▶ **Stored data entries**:
──────
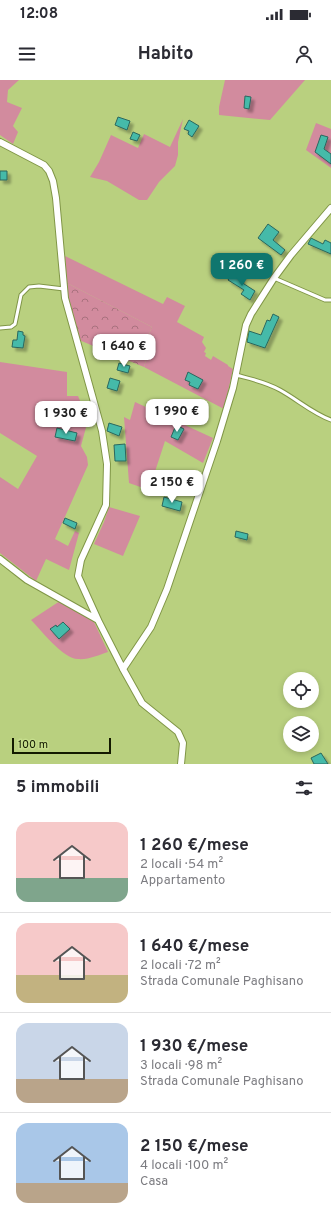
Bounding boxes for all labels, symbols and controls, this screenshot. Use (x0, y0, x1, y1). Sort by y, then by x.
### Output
text: 12:08 (20, 5, 58, 24)
icon: menu (16, 43, 38, 65)
text: Habito (138, 43, 193, 66)
icon: person (293, 43, 315, 65)
pin: 1 260 € (205, 253, 279, 287)
text: 1 260 € (220, 258, 264, 274)
pin: 1 640 € (87, 334, 161, 368)
text: 1 640 € (102, 339, 146, 355)
pin: 1 990 € (140, 399, 214, 433)
pin: 1 930 € (29, 401, 103, 435)
text: 1 990 € (155, 404, 199, 420)
text: 1 930 € (44, 406, 88, 422)
pin: 2 150 € (135, 470, 209, 504)
text: 2 150 € (150, 475, 194, 491)
map controls (283, 672, 319, 752)
button: locate (283, 672, 319, 708)
button: layers (283, 716, 319, 752)
scale bar (12, 736, 111, 755)
text: 100 m (18, 738, 48, 752)
text: 5 immobili (16, 777, 99, 799)
icon: filters (293, 777, 315, 799)
text: 1 260 €/mese (140, 835, 249, 857)
icon: home (48, 838, 96, 886)
text: 2 locali · 54 m² (140, 857, 223, 873)
text: Appartamento (140, 873, 225, 889)
text: 1 640 €/mese (140, 936, 249, 958)
icon: home (48, 939, 96, 987)
text: 2 locali · 72 m² (140, 958, 221, 974)
text: Strada Comunale Paghisano (140, 974, 304, 990)
text: 1 930 €/mese (140, 1036, 248, 1058)
icon: home (48, 1039, 96, 1087)
text: 3 locali · 98 m² (140, 1058, 222, 1074)
text: Strada Comunale Paghisano (140, 1074, 304, 1090)
text: 2 150 €/mese (140, 1136, 249, 1158)
icon: home (48, 1139, 96, 1187)
text: 4 locali · 100 m² (140, 1158, 228, 1174)
text: Casa (140, 1174, 168, 1190)

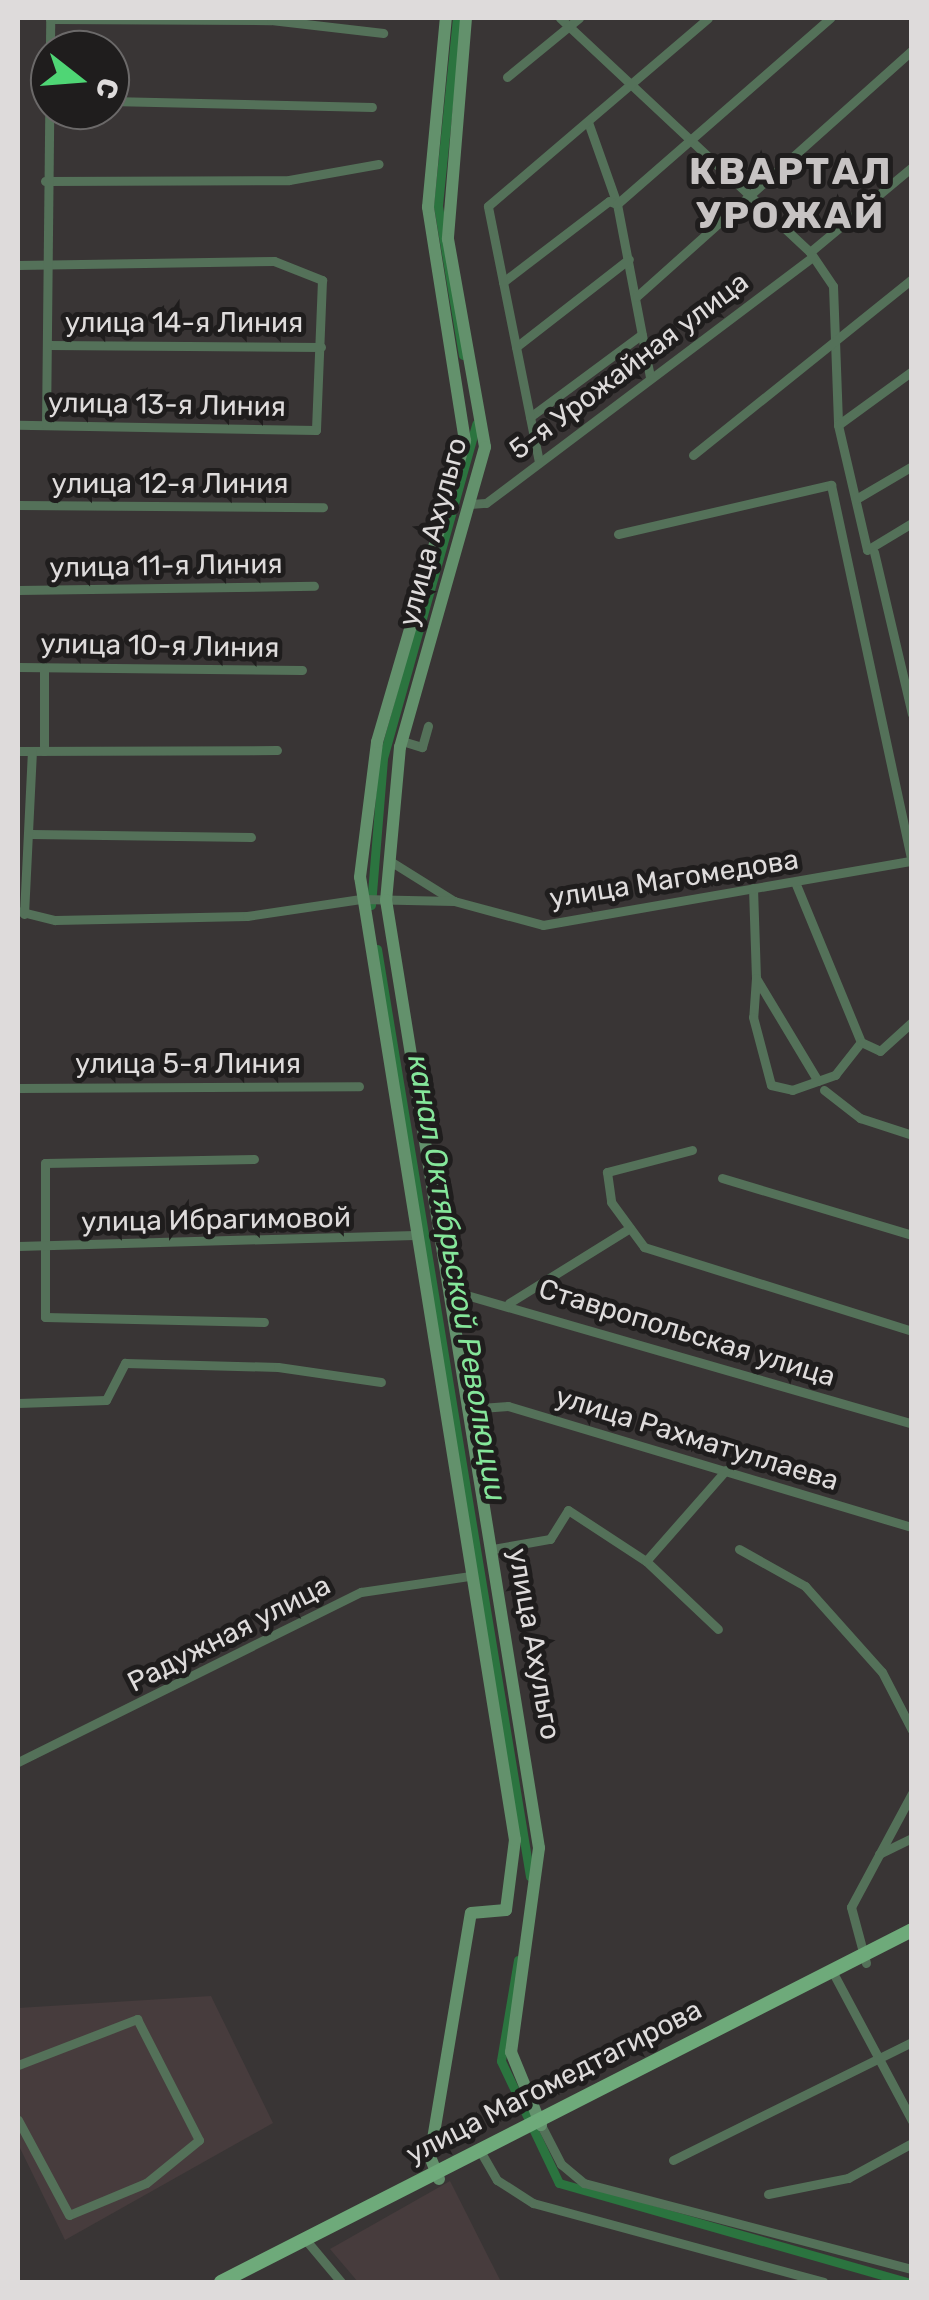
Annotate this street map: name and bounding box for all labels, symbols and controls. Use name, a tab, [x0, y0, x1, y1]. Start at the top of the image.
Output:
north arrow	[30, 30, 130, 130]
text: С	[89, 74, 126, 103]
district label: КВАРТАЛ УРОЖАЙ	[689, 149, 893, 238]
street label: 5-я Урожайная улица	[503, 265, 755, 467]
street label: улица 14-я Линия	[65, 306, 303, 340]
street label: улица 13-я Линия	[48, 386, 286, 424]
street label: улица Ахульго	[392, 434, 474, 630]
street label: улица 12-я Линия	[52, 467, 288, 501]
street label: улица 11-я Линия	[49, 547, 283, 585]
street label: улица 10-я Линия	[40, 627, 280, 665]
street label: улица Магомедова	[547, 843, 801, 915]
street label: улица 5-я Линия	[75, 1047, 301, 1081]
water label: канал Октябрьской Революции	[400, 1052, 514, 1504]
street label: улица Ибрагимовой	[81, 1201, 351, 1239]
street label: Ставропольская улица	[535, 1272, 839, 1394]
street label: улица Рахматуллаева	[551, 1380, 843, 1498]
street label: улица Ахульго	[501, 1546, 567, 1742]
street label: Радужная улица	[122, 1568, 336, 1700]
street label: улица Магомедтагирова	[401, 1993, 707, 2171]

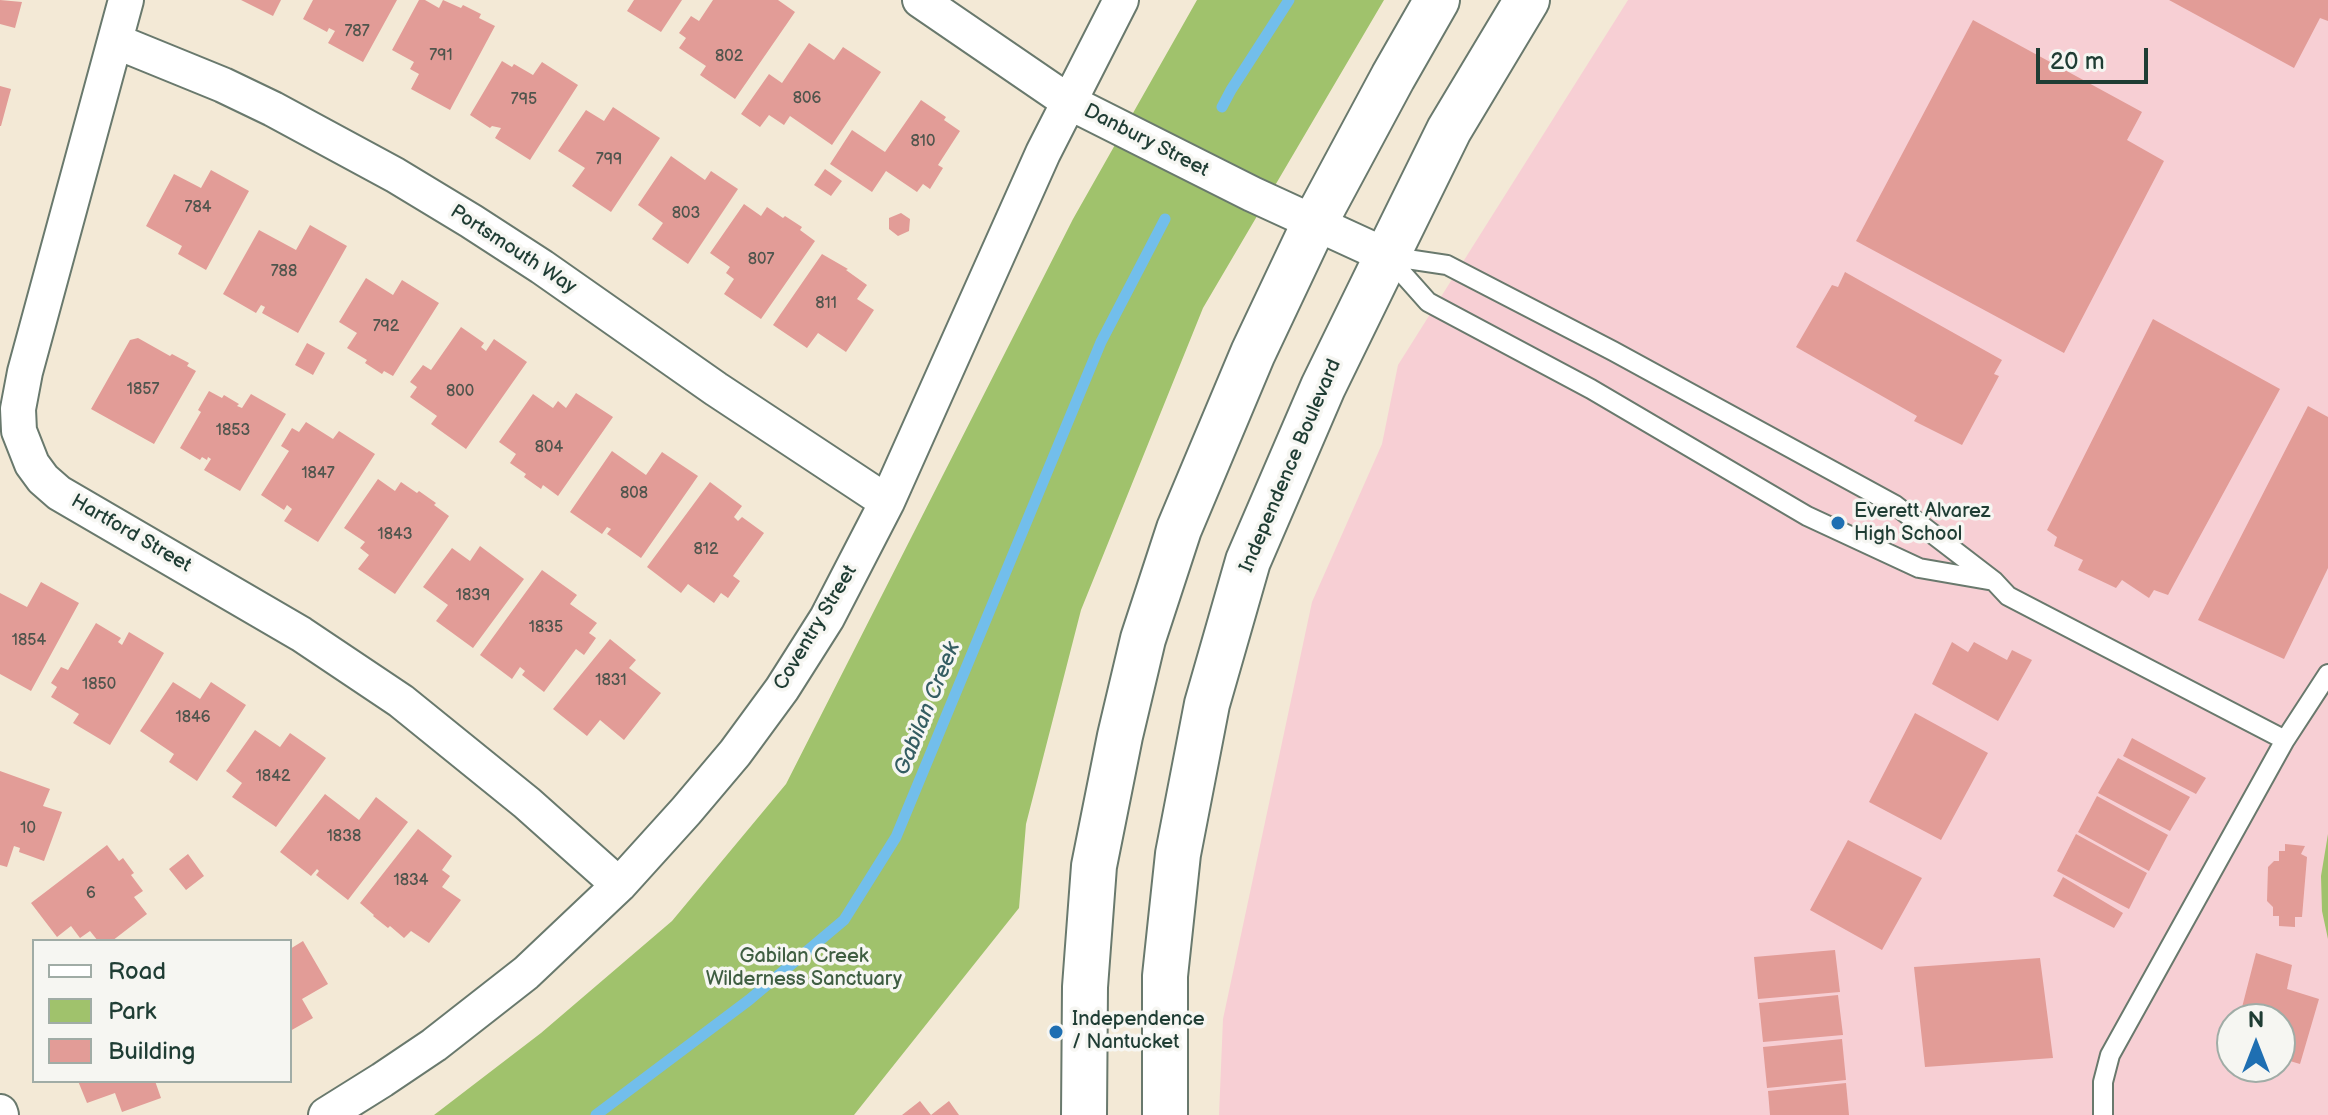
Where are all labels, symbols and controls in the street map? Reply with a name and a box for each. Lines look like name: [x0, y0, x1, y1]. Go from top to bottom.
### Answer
──────
▶ **What the task requires**: Find every line in the data above that holds the string "symbols". Give the number of such lines and nothing else.

▶ **Written answer**: 3